Exercise details: Starting at the top of the entries below, print each line exactly until the line with "flex:none; width:22px; height:22px;" has been printed too.
»»
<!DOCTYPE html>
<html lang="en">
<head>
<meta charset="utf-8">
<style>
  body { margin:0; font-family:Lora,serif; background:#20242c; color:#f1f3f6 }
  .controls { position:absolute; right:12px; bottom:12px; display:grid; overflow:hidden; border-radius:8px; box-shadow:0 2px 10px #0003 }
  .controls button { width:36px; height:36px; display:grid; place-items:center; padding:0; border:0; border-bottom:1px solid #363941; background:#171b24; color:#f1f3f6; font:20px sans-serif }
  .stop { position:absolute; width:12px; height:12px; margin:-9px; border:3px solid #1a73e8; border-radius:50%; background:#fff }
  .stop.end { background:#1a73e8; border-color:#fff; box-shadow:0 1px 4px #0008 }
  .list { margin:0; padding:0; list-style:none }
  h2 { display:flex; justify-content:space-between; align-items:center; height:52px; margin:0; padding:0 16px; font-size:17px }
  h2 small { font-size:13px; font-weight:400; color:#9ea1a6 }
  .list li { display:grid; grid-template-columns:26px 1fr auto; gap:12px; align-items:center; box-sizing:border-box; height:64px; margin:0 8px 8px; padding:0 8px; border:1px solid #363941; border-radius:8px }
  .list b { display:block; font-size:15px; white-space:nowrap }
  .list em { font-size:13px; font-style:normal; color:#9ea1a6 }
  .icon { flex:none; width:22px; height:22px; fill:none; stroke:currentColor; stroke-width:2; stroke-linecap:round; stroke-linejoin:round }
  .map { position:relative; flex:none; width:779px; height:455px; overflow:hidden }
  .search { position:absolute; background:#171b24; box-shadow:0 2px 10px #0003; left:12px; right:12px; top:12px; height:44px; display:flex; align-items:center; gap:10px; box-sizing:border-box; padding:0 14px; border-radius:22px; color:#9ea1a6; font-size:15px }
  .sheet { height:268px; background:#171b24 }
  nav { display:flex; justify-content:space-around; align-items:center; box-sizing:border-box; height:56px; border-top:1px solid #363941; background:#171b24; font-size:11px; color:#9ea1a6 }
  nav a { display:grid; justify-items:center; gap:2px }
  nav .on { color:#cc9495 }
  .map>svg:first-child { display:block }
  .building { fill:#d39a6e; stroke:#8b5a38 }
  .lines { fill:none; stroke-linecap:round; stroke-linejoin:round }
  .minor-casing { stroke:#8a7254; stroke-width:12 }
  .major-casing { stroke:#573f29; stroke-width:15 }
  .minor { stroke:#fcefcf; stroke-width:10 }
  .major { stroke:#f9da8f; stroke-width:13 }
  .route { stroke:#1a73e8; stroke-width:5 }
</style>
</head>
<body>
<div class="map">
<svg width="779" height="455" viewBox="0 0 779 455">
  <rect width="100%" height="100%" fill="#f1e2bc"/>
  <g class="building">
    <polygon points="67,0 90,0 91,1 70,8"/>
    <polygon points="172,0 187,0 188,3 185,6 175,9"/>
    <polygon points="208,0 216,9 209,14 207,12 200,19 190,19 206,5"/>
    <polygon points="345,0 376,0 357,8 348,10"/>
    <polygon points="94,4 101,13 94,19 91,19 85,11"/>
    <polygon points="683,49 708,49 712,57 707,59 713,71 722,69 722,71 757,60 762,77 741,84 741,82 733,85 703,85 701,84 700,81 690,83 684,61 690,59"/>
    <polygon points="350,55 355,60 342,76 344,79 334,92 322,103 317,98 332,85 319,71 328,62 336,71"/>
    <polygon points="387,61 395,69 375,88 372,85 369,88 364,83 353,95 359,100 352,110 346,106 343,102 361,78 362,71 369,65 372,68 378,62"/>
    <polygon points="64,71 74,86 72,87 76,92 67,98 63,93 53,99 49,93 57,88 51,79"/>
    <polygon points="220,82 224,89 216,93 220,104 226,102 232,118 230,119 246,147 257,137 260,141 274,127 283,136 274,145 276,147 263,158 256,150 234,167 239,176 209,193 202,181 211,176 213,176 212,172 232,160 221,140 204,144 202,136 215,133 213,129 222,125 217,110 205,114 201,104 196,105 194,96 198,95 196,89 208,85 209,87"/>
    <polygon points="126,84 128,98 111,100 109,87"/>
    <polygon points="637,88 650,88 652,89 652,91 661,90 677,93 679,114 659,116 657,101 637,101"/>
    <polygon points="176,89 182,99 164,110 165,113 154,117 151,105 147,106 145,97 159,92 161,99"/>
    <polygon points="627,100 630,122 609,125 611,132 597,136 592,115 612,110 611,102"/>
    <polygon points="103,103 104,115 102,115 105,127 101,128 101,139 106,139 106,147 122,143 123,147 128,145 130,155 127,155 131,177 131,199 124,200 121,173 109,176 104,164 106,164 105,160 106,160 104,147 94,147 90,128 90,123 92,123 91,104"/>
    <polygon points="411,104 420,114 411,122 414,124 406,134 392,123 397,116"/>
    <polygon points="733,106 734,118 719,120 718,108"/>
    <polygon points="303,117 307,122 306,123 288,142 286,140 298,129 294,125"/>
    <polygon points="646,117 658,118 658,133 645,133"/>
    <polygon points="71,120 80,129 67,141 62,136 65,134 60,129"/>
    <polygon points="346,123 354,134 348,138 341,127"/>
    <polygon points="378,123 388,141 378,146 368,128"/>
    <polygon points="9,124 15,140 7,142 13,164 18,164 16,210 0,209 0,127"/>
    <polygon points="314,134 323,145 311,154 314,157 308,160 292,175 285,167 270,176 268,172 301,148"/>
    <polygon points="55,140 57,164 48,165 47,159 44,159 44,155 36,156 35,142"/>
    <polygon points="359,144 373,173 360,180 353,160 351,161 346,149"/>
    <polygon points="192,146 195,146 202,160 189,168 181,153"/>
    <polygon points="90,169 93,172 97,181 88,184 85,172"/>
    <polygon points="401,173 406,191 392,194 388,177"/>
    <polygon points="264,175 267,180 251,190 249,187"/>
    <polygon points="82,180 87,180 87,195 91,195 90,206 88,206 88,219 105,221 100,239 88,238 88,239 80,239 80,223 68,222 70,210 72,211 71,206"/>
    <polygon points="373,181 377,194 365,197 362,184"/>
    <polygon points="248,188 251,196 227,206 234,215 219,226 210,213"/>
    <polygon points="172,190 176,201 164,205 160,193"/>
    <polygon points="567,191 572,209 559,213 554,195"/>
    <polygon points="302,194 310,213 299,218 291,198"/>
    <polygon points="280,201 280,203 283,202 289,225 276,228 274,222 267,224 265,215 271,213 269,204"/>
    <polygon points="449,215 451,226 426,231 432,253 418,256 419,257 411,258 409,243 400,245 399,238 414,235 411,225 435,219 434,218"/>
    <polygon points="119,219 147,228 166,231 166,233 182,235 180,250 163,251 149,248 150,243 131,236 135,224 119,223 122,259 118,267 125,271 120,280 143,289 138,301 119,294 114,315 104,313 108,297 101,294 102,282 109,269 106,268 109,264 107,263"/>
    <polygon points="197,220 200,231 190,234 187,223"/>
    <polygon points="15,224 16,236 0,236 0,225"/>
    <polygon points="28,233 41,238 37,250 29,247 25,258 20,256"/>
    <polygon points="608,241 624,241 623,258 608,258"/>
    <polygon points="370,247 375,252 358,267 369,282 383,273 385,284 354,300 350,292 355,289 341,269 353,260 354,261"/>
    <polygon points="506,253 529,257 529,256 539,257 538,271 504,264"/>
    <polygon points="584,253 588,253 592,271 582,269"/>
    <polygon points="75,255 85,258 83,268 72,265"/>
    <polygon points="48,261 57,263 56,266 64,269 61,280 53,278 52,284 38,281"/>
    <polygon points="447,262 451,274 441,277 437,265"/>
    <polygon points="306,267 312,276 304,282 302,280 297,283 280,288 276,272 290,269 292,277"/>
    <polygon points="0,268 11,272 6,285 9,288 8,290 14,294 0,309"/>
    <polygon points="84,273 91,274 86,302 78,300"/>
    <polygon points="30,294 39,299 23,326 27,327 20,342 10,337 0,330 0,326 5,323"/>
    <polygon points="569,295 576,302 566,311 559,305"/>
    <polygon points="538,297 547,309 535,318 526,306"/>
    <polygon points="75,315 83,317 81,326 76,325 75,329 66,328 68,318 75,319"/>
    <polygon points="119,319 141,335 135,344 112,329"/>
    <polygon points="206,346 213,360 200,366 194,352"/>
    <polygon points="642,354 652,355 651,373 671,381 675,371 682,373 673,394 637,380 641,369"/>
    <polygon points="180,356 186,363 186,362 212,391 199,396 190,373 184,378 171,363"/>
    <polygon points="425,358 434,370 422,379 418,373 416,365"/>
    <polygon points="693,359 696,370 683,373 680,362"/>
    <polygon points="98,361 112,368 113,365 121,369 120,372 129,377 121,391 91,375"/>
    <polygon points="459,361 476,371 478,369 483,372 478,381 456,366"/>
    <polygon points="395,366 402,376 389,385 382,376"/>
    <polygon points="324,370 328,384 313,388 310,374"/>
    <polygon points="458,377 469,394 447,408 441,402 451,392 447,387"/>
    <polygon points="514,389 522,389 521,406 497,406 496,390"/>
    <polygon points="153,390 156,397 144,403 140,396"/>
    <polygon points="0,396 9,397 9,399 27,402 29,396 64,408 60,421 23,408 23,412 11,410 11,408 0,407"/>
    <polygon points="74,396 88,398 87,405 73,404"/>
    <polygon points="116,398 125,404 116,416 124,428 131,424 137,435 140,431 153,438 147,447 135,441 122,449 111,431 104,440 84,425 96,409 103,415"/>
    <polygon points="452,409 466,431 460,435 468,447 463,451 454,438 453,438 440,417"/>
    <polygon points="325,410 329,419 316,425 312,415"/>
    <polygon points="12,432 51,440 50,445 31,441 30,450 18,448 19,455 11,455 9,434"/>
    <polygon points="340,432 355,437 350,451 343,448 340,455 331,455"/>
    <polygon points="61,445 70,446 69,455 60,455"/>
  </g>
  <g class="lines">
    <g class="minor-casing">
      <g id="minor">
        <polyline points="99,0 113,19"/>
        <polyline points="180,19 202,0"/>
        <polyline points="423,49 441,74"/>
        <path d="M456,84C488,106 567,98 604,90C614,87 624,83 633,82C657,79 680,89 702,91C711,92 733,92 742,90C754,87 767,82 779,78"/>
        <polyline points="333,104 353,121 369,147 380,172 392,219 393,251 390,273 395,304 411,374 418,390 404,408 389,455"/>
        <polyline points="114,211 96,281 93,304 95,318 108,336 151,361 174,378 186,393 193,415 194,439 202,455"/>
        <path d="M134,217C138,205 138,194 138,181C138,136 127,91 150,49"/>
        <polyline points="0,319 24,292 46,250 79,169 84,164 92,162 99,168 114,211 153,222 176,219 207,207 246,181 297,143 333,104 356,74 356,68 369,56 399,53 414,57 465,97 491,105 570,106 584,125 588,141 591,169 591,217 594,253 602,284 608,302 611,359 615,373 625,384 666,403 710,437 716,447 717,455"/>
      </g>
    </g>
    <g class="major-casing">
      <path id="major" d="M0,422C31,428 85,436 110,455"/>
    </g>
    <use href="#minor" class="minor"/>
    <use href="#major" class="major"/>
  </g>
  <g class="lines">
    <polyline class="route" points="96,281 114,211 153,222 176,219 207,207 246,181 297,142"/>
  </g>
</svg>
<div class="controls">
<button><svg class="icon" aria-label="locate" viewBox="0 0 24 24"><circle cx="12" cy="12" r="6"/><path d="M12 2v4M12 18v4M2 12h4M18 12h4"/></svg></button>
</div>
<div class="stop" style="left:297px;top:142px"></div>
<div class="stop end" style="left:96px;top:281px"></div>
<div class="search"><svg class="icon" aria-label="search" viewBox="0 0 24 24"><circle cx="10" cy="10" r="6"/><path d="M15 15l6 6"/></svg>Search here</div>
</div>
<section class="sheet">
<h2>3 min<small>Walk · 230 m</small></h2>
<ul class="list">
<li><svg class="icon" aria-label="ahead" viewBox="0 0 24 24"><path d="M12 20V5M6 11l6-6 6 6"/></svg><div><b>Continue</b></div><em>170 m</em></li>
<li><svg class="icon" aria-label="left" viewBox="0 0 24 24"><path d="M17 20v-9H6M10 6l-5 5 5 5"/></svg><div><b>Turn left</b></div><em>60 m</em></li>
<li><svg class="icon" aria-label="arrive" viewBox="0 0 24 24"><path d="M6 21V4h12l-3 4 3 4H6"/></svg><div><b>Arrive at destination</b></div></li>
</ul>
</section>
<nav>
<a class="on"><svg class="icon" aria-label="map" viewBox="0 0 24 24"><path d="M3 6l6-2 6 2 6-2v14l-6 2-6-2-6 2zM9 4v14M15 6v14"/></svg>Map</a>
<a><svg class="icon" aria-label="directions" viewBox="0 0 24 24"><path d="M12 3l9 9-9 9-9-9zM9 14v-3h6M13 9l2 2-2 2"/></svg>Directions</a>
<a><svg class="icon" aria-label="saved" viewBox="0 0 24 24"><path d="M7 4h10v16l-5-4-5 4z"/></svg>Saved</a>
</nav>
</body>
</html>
««
Response below:
<!DOCTYPE html>
<html lang="en">
<head>
<meta charset="utf-8">
<style>
  body { margin:0; font-family:Lora,serif; background:#20242c; color:#f1f3f6 }
  .controls { position:absolute; right:12px; bottom:12px; display:grid; overflow:hidden; border-radius:8px; box-shadow:0 2px 10px #0003 }
  .controls button { width:36px; height:36px; display:grid; place-items:center; padding:0; border:0; border-bottom:1px solid #363941; background:#171b24; color:#f1f3f6; font:20px sans-serif }
  .stop { position:absolute; width:12px; height:12px; margin:-9px; border:3px solid #1a73e8; border-radius:50%; background:#fff }
  .stop.end { background:#1a73e8; border-color:#fff; box-shadow:0 1px 4px #0008 }
  .list { margin:0; padding:0; list-style:none }
  h2 { display:flex; justify-content:space-between; align-items:center; height:52px; margin:0; padding:0 16px; font-size:17px }
  h2 small { font-size:13px; font-weight:400; color:#9ea1a6 }
  .list li { display:grid; grid-template-columns:26px 1fr auto; gap:12px; align-items:center; box-sizing:border-box; height:64px; margin:0 8px 8px; padding:0 8px; border:1px solid #363941; border-radius:8px }
  .list b { display:block; font-size:15px; white-space:nowrap }
  .list em { font-size:13px; font-style:normal; color:#9ea1a6 }
  .icon { flex:none; width:22px; height:22px; fill:none; stroke:currentColor; stroke-width:2; stroke-linecap:round; stroke-linejoin:round }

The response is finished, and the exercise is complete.